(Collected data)
━━━━━━━━

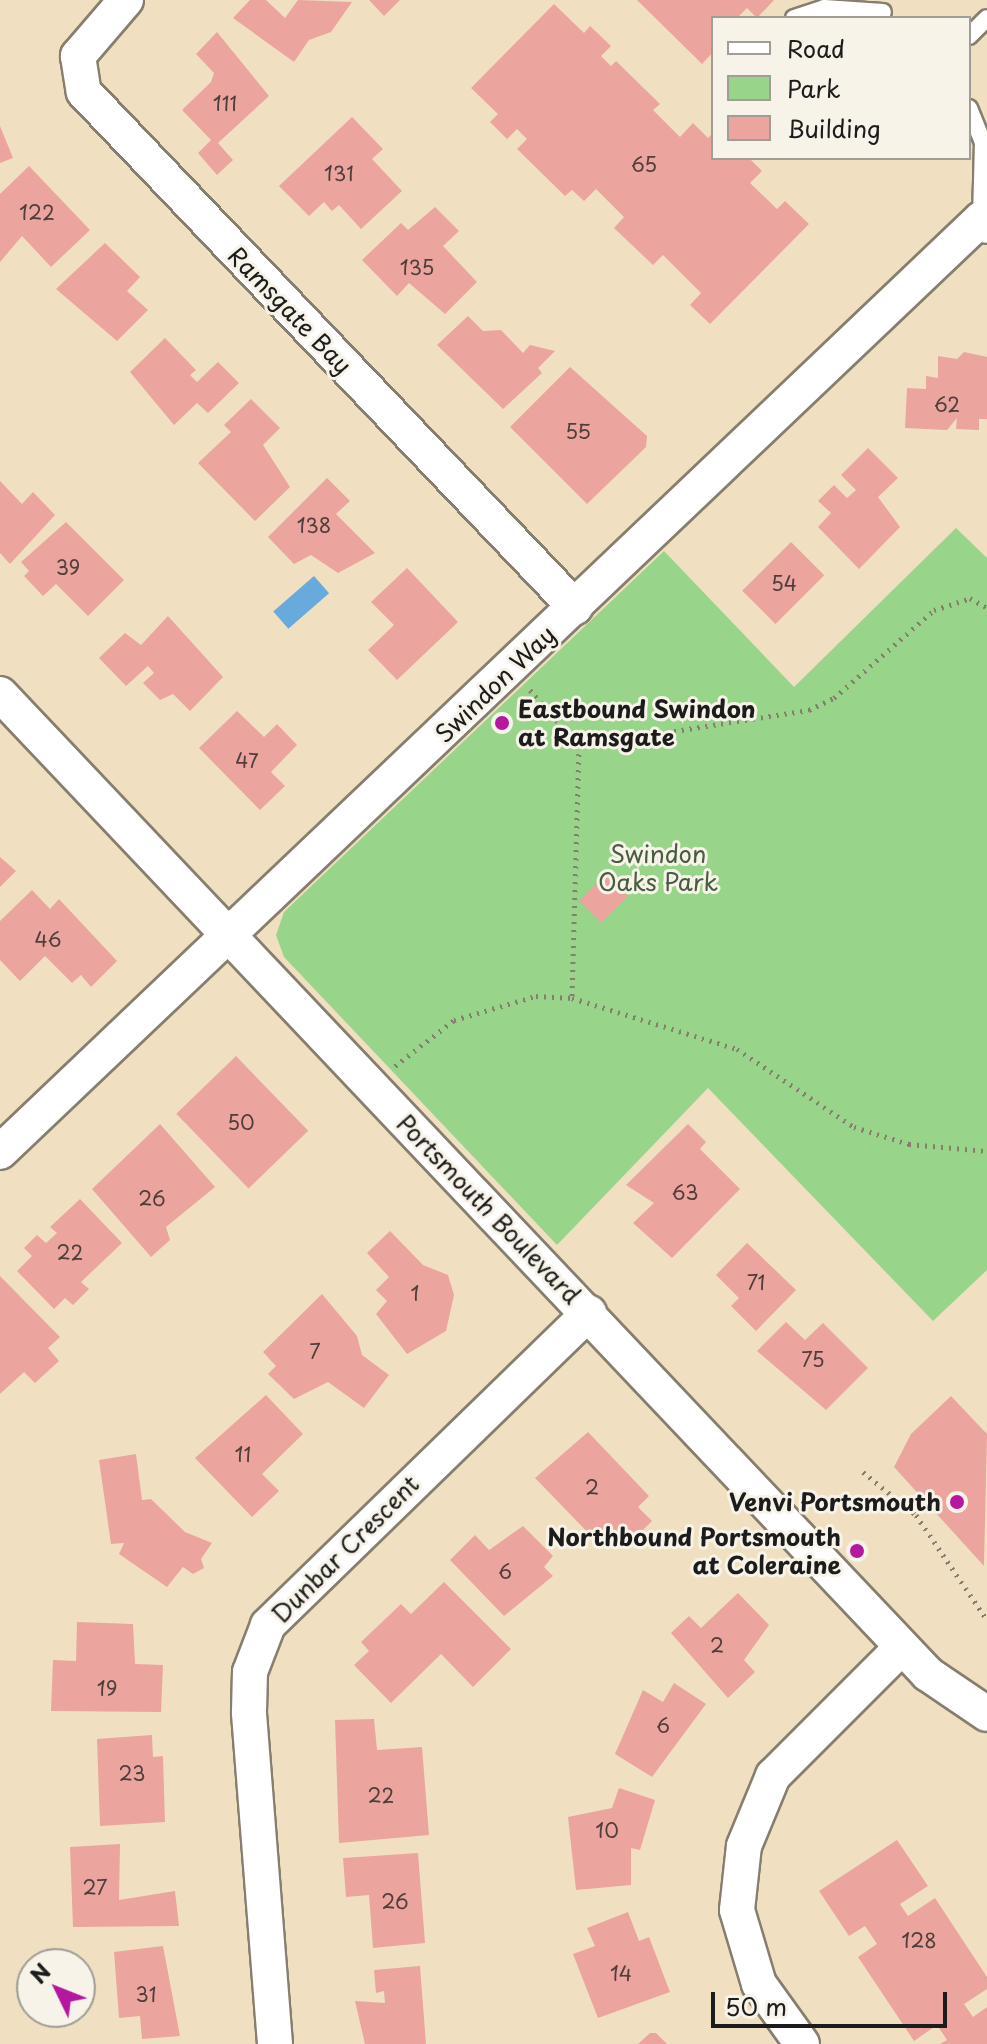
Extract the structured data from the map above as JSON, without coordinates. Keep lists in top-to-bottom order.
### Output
{
  "streets": {
    "street": [
      "Ramsgate Bay",
      "Swindon Way",
      "Portsmouth Boulevard",
      "Dunbar Crescent"
    ]
  },
  "crossings": [
    ["Ramsgate Bay", "Swindon Way"],
    ["Swindon Way", "Portsmouth Boulevard"],
    ["Portsmouth Boulevard", "Dunbar Crescent"]
  ],
  "parks": ["Swindon Oaks Park"],
  "places": ["Eastbound Swindon at Ramsgate", "Venvi Portsmouth", "Northbound Portsmouth at Coleraine"],
  "house_numbers": [
    "111",
    "65",
    "131",
    "122",
    "135",
    "62",
    "55",
    "138",
    "39",
    "54",
    "47",
    "46",
    "50",
    "63",
    "26",
    "22",
    "71",
    "1",
    "7",
    "75",
    "11",
    "2",
    "6",
    "2",
    "19",
    "6",
    "23",
    "22",
    "10",
    "27",
    "26",
    "128",
    "14",
    "31"
  ],
  "legend": ["Road", "Park", "Building"],
  "scale_bar": "50 m",
  "north": "top left"
}
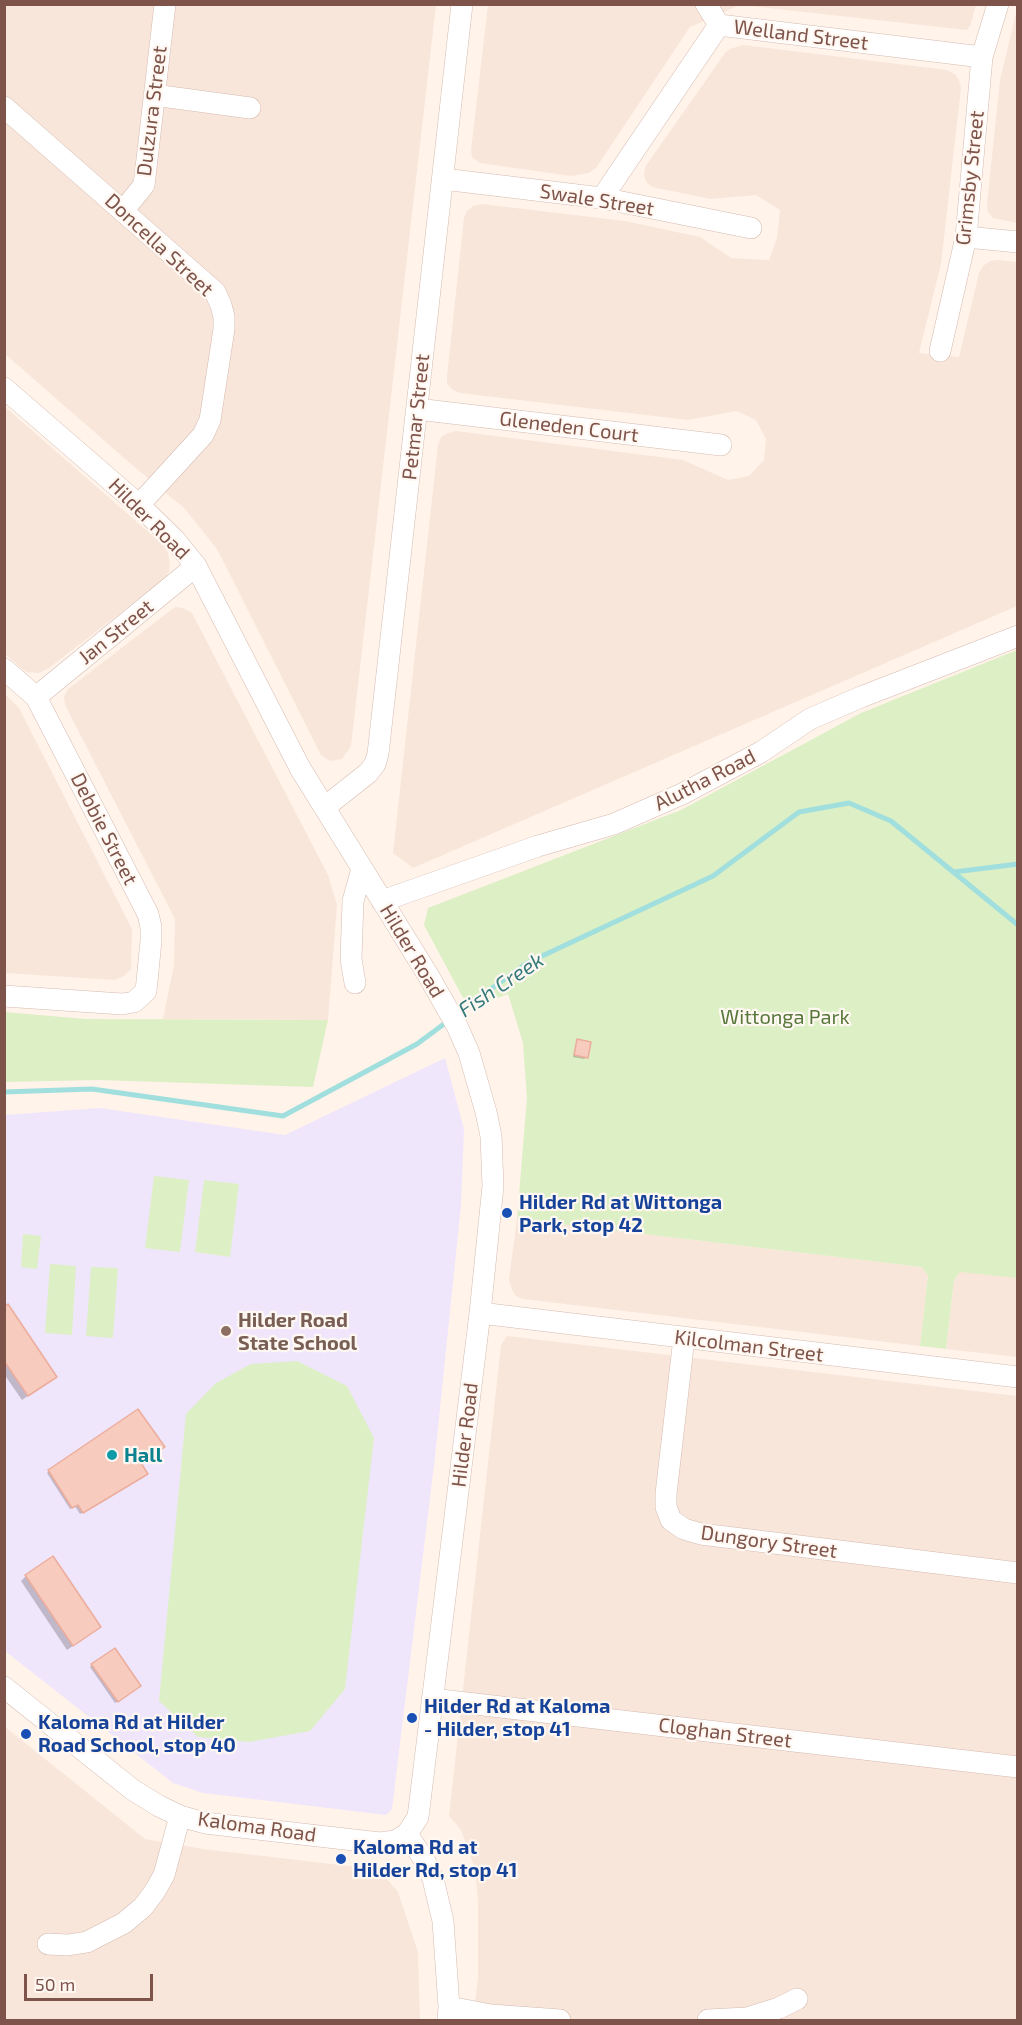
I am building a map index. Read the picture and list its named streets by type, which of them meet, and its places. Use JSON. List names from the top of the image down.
{
  "streets": {
    "street": [
      "Welland Street",
      "Dulzura Street",
      "Grimsby Street",
      "Swale Street",
      "Doncella Street",
      "Petmar Street",
      "Gleneden Court",
      "Hilder Road",
      "Jan Street",
      "Alutha Road",
      "Debbie Street",
      "Kilcolman Street",
      "Dungory Street",
      "Cloghan Street",
      "Kaloma Road"
    ]
  },
  "crossings": [
    ["Welland Street", "Grimsby Street"],
    ["Welland Street", "Swale Street"],
    ["Dulzura Street", "Doncella Street"],
    ["Swale Street", "Petmar Street"],
    ["Doncella Street", "Hilder Road"],
    ["Petmar Street", "Gleneden Court"],
    ["Petmar Street", "Hilder Road"],
    ["Hilder Road", "Jan Street"],
    ["Hilder Road", "Alutha Road"],
    ["Hilder Road", "Kilcolman Street"],
    ["Hilder Road", "Cloghan Street"],
    ["Hilder Road", "Kaloma Road"],
    ["Jan Street", "Debbie Street"],
    ["Kilcolman Street", "Dungory Street"]
  ],
  "water": ["Fish Creek"],
  "parks": ["Wittonga Park"],
  "places": [
    "Hilder Rd at Wittonga Park, stop 42",
    "Hilder Road State School",
    "Hall",
    "Hilder Rd at Kaloma - Hilder, stop 41",
    "Kaloma Rd at Hilder Road School, stop 40",
    "Kaloma Rd at Hilder Rd, stop 41"
  ],
  "scale_bar": "50 m"
}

━━━━━━━━

**Instructions to follow**
In the records above, how many lines hold the string "Gleneden"? Respond with that number only.

**Exercise response**
2